*** SOURCE RECORDS ***

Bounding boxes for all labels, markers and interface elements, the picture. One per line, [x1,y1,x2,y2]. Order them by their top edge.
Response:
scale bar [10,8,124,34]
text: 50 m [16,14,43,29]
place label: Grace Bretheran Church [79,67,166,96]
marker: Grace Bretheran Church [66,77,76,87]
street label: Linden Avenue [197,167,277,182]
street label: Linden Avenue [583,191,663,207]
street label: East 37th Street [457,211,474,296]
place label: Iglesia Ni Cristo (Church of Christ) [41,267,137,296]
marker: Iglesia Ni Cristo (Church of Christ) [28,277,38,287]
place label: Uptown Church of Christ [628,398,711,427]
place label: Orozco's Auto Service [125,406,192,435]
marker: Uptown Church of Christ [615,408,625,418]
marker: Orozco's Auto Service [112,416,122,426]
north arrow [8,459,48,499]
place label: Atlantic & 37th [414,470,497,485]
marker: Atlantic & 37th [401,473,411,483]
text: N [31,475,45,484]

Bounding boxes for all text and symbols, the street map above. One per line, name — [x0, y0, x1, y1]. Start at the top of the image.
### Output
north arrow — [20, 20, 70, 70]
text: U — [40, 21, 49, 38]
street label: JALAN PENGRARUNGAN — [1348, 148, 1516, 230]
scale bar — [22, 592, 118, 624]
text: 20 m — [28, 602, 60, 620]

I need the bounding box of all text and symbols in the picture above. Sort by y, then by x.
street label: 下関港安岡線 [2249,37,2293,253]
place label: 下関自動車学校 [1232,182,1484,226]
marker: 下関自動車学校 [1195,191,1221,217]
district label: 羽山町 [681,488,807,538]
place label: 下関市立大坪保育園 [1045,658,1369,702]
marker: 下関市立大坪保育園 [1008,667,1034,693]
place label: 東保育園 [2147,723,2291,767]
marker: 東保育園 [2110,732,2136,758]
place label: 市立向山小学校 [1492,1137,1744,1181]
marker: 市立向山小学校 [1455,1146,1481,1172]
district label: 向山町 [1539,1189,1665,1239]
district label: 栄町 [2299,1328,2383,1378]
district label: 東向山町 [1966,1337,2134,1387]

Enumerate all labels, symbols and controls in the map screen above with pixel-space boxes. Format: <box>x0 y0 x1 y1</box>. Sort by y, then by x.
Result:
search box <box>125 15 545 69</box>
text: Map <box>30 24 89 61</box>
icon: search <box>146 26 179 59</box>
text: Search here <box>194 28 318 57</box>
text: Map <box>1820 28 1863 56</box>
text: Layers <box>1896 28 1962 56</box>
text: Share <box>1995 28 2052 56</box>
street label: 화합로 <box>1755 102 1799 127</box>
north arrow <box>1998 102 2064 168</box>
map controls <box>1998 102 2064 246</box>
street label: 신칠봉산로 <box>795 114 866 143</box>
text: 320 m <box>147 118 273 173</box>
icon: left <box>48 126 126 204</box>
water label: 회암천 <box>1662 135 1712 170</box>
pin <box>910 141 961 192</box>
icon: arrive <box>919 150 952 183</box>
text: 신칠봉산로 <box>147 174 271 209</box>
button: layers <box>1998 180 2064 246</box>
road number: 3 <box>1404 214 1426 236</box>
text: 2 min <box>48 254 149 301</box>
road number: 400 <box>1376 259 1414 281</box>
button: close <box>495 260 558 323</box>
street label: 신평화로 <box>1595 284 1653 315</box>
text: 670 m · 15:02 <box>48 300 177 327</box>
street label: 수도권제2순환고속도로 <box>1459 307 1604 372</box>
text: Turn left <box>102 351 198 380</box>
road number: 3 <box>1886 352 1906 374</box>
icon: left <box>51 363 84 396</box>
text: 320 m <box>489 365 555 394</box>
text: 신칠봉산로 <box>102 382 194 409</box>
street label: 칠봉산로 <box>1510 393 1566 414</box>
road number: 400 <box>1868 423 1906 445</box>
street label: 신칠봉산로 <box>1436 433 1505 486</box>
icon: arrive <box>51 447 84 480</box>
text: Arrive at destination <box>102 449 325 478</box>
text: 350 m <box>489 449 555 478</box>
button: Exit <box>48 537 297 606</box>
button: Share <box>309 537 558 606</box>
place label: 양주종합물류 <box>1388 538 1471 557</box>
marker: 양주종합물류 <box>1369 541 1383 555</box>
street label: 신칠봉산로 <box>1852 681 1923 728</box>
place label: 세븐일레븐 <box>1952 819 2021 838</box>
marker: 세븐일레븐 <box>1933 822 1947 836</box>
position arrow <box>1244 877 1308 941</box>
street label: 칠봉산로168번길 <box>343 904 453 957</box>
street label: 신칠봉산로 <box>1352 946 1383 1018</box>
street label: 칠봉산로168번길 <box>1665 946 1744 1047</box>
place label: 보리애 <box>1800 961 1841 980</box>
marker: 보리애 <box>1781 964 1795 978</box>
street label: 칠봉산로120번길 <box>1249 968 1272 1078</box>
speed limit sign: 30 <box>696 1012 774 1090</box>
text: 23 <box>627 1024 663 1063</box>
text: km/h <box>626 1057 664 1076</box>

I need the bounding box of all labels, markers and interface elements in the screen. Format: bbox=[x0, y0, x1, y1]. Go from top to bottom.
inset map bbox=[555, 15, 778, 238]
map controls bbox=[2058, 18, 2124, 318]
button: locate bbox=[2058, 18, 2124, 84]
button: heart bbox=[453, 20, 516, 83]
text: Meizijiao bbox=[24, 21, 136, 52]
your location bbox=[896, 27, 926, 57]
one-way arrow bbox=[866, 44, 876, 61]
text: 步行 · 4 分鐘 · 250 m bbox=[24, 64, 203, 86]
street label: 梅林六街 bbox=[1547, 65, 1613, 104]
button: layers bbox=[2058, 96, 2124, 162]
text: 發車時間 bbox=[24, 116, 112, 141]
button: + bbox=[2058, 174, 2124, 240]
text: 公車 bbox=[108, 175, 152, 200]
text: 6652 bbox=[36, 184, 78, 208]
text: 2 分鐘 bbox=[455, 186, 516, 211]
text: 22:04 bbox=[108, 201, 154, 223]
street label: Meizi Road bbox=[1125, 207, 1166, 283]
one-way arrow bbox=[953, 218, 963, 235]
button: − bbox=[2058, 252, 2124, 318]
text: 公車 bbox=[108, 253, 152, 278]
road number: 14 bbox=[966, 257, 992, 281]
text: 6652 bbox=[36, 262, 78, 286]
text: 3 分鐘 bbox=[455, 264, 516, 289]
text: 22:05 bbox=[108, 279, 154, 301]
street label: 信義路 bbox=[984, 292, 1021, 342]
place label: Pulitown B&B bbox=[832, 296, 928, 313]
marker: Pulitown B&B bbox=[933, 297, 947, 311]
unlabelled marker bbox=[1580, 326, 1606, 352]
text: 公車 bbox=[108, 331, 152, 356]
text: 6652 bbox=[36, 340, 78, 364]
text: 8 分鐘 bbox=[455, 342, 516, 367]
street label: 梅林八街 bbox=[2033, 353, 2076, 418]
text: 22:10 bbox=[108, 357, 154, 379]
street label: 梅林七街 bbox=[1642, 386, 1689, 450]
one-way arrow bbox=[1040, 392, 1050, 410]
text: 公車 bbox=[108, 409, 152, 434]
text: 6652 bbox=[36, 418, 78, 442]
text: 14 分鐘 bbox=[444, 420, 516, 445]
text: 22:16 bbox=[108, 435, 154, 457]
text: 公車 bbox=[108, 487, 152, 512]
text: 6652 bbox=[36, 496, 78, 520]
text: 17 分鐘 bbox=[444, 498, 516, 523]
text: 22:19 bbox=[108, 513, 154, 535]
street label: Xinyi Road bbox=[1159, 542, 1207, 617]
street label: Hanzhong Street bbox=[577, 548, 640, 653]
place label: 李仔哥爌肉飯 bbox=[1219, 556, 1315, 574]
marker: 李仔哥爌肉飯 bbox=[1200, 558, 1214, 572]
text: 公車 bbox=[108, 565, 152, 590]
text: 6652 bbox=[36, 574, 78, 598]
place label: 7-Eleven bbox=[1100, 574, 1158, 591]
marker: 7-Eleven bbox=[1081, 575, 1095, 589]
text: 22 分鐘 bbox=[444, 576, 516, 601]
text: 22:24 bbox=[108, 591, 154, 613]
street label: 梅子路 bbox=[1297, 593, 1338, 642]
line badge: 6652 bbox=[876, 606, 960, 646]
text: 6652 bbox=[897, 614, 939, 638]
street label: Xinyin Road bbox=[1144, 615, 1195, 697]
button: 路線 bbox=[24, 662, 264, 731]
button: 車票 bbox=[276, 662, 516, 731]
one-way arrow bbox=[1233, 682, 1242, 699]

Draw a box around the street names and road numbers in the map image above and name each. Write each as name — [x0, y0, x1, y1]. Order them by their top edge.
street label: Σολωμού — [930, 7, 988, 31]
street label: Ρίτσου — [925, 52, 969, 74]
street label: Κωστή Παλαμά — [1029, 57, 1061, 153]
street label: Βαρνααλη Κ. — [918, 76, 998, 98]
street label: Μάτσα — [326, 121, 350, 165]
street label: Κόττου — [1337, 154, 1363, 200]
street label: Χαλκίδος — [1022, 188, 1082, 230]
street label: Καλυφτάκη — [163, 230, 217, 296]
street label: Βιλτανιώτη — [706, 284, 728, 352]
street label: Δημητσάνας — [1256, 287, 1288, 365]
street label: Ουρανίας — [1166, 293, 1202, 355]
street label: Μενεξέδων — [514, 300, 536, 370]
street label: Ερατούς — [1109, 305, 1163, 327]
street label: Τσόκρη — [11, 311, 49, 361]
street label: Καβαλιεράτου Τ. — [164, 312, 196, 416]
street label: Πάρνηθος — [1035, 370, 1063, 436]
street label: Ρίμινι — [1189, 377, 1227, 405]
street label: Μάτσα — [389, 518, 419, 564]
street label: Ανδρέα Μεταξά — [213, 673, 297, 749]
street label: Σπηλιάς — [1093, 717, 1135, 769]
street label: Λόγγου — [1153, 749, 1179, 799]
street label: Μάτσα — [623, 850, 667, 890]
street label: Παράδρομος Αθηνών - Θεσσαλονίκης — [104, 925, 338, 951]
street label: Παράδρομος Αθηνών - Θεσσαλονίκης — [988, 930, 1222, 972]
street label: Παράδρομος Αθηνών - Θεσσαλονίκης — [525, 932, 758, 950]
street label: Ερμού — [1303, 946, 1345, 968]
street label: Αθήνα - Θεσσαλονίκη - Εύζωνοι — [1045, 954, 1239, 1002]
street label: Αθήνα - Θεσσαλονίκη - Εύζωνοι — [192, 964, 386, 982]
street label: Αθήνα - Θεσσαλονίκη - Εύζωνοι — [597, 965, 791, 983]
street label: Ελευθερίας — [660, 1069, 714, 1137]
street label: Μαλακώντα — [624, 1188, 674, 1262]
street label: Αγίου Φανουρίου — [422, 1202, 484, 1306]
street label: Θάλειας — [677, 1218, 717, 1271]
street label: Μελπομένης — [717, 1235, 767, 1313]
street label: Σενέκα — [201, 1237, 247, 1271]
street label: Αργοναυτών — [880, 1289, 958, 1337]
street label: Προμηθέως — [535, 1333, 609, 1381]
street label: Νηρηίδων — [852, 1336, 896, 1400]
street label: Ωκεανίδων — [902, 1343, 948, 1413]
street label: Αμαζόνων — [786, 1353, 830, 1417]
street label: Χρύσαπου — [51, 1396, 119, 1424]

*** End of SOURCE RECORDS ***

Across the records above, count the lines holding "Church" and reply with that number alone.

## FINAL ANSWER
6